We are using zookeeper-3.4.6.jar and hbase-client-1.4.5.jar for connecting to hbase cluster in a kerberized environment. All works fine except once in a while we get the following error.
ERROR ZooKeeperSaslClient:384 % An error: (java.security.PrivilegedActionException: javax.security.sasl.SaslException: GSS initiate failed [Caused by GSSException: No valid credentials provided (Mechanism level: Connection refused (Connectionrefused))]) occurred when evaluating Zookeeper Quorum Member's received SASL token. Zookeeper Client will go to AUTH_FAILED state
ERROR ClientCnxn:1015 % SASL authentication with Zookeeper Quorum member failed: javax.security.sasl.SaslException: An error: (java.security.PrivilegedActionException: javax.security.sasl.SaslException: GSS initiate failed [Caused by GSSException: No valid credentials provided (Mechanism level: Connection refused (Connection refused))]) occurred when evaluating ZookeeperQuorum Member's received SASL token. Zookeeper Client will go to AUTH_FAILED state
My concern is above error is not thrown to application level but only logged by the library.. So we can't do a retry in application level. In a case like above how can we do a retry for eg: create Connection again?

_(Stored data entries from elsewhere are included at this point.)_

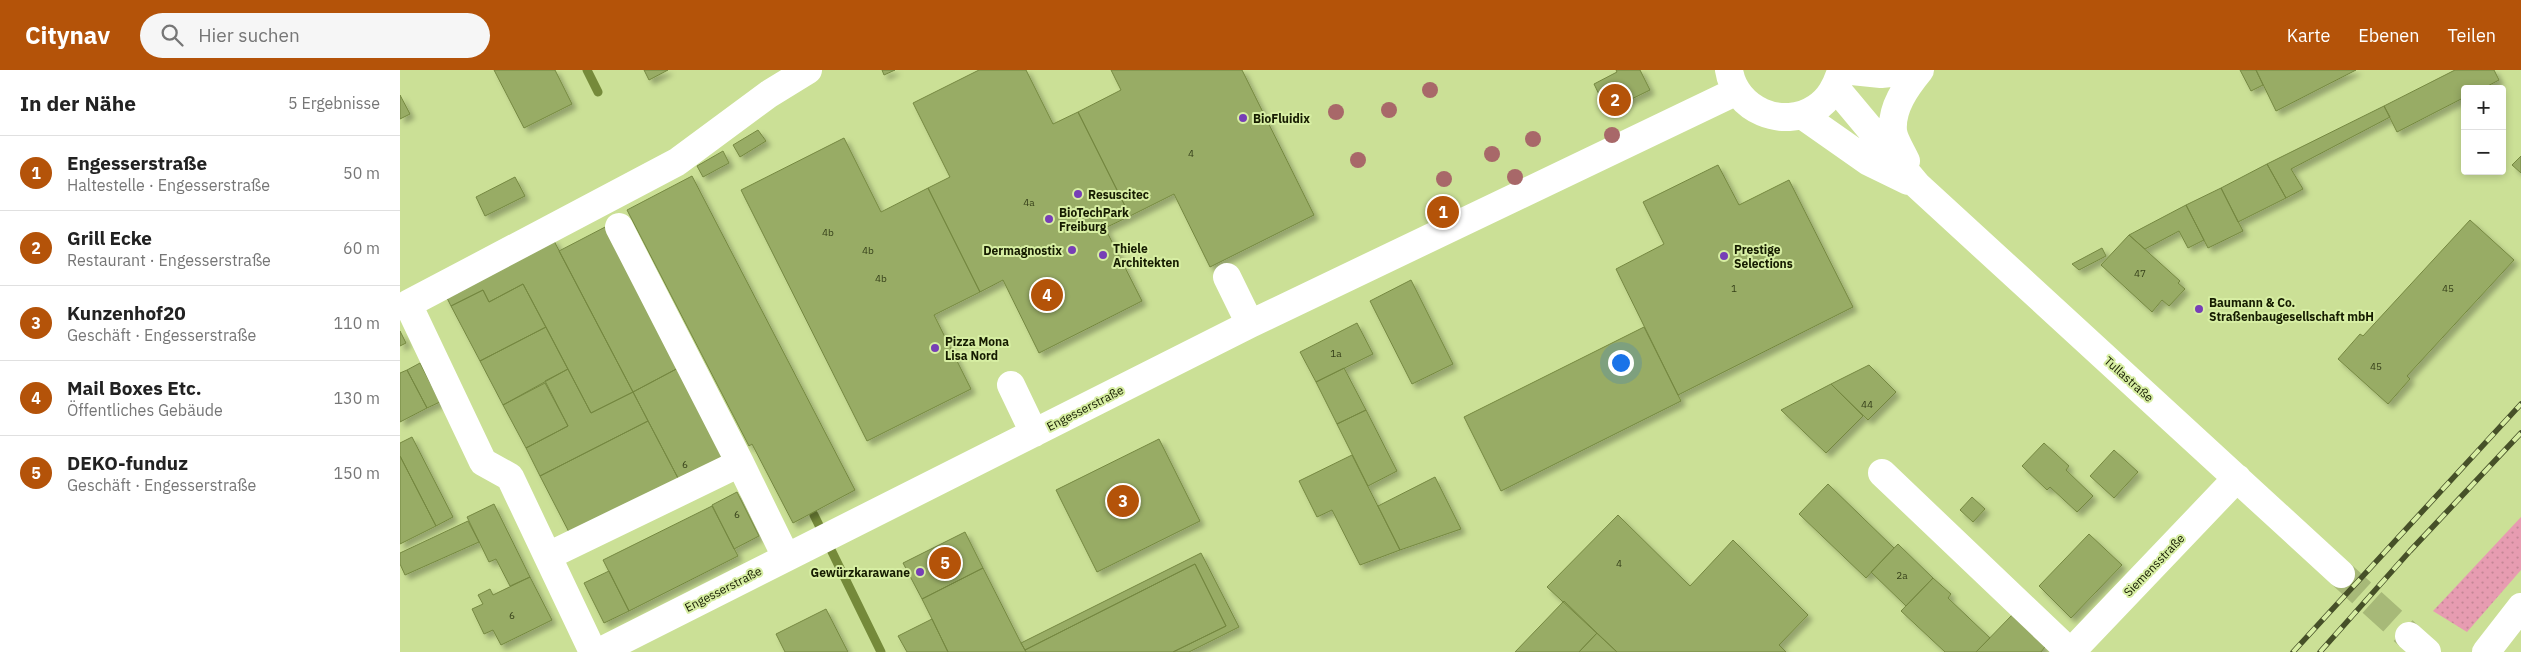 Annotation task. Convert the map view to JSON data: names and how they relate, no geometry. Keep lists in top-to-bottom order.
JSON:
{
  "streets": {
    "main road": ["Tullastraße", "Engesserstraße", "Siemensstraße"]
  },
  "crossings": [
    ["Tullastraße", "Siemensstraße"]
  ],
  "places": [
    "BioFluidix",
    "Resuscitec",
    "BioTechPark Freiburg",
    "Dermagnostix",
    "Thiele Architekten",
    "Prestige Selections",
    "Baumann & Co. Straßenbaugesellschaft mbH",
    "Pizza Mona Lisa Nord",
    "Gewürzkarawane"
  ],
  "house_numbers": [
    "4",
    "4a",
    "4b",
    "4b",
    "47",
    "4b",
    "1",
    "45",
    "1a",
    "45",
    "44",
    "6",
    "6",
    "4",
    "2a",
    "6"
  ],
  "page": {
    "header": "Citynav",
    "search": "Hier suchen",
    "nav": ["Karte", "Ebenen", "Teilen"],
    "heading": ["In der Nähe", "5 Ergebnisse"],
    "pins": [
      "2",
      "1",
      "4",
      "3",
      "5"
    ],
    "map_buttons": ["+", "−"],
    "list": [
      {
        "mark": "1",
        "name": "Engesserstraße",
        "note": "Haltestelle · Engesserstraße",
        "value": "50 m"
      },
      {
        "mark": "2",
        "name": "Grill Ecke",
        "note": "Restaurant · Engesserstraße",
        "value": "60 m"
      },
      {
        "mark": "3",
        "name": "Kunzenhof20",
        "note": "Geschäft · Engesserstraße",
        "value": "110 m"
      },
      {
        "mark": "4",
        "name": "Mail Boxes Etc.",
        "note": "Öffentliches Gebäude",
        "value": "130 m"
      },
      {
        "mark": "5",
        "name": "DEKO-funduz",
        "note": "Geschäft · Engesserstraße",
        "value": "150 m"
      }
    ]
  }
} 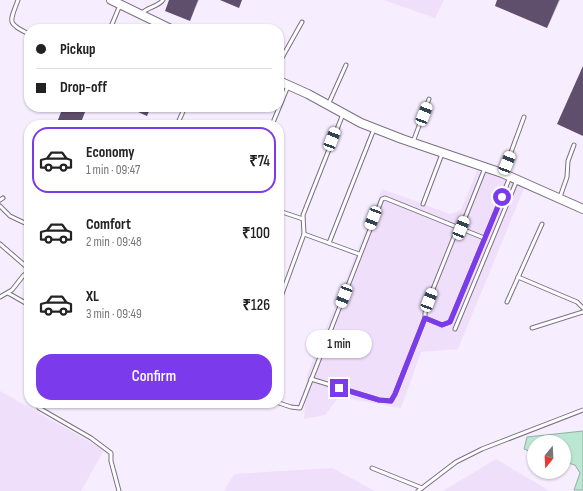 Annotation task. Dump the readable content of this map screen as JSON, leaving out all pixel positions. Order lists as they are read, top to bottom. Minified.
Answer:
{"north":"bottom","page":{"banner":["Pickup","Drop-off"],"list":[{"name":"Economy","note":"1 min · 09:47","value":"₹74"},{"name":"Comfort","note":"2 min · 09:48","value":"₹100"},{"name":"XL","note":"3 min · 09:49","value":"₹126"}],"bubble":"1 min","buttons":"Confirm"}}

And after getting above error application goes to a state where below exception is logged continuously.
2022-02-21 10:00:43 WARN ZKUtil:637 % hconnection-0x55182842-0x47f15b1a977331e, quorum=cmvp9k0e.prd.cm.par.emea.cib:2181,cmvp9k0h.\
prd.cm.par.emea.cib:2181,cmvp9k0i.prd.cm.par.emea.cib:2181,cmvp9k0j.prd.cm.par.emea.cib:2181,cmvp9k0k.prd.cm.par.emea.cib:2181, bas\
eZNode=/hbase-secure Unable to get data of znode /hbase-secure/meta-region-server
org.apache.zookeeper.KeeperException$AuthFailedException: KeeperErrorCode = AuthFailed for /hbase-secure/meta-region-server
at org.apache.zookeeper.KeeperException.create(KeeperException.java:123)
at org.apache.zookeeper.KeeperException.create(KeeperException.java:51)
at org.apache.zookeeper.ZooKeeper.getData(ZooKeeper.java:1155)
at org.apache.hadoop.hbase.zookeeper.RecoverableZooKeeper.getData(RecoverableZooKeeper.java:354)
at org.apache.hadoop.hbase.zookeeper.ZKUtil.getData(ZKUtil.java:629)
at org.apache.hadoop.hbase.zookeeper.MetaTableLocator.getMetaRegionState(MetaTableLocator.java:487)
at org.apache.hadoop.hbase.zookeeper.MetaTableLocator.getMetaRegionLocation(MetaTableLocator.java:168)
at org.apache.hadoop.hbase.zookeeper.MetaTableLocator.blockUntilAvailable(MetaTableLocator.java:607)
at org.apache.hadoop.hbase.zookeeper.MetaTableLocator.blockUntilAvailable(MetaTableLocator.java:588)
at org.apache.hadoop.hbase.zookeeper.MetaTableLocator.blockUntilAvailable(MetaTableLocator.java:561)
at org.apache.hadoop.hbase.client.ZooKeeperRegistry.getMetaRegionLocation(ZooKeeperRegistry.java:61)
at org.apache.hadoop.hbase.client.ConnectionManager$HConnectionImplementation.locateMeta(ConnectionManager.java:1254)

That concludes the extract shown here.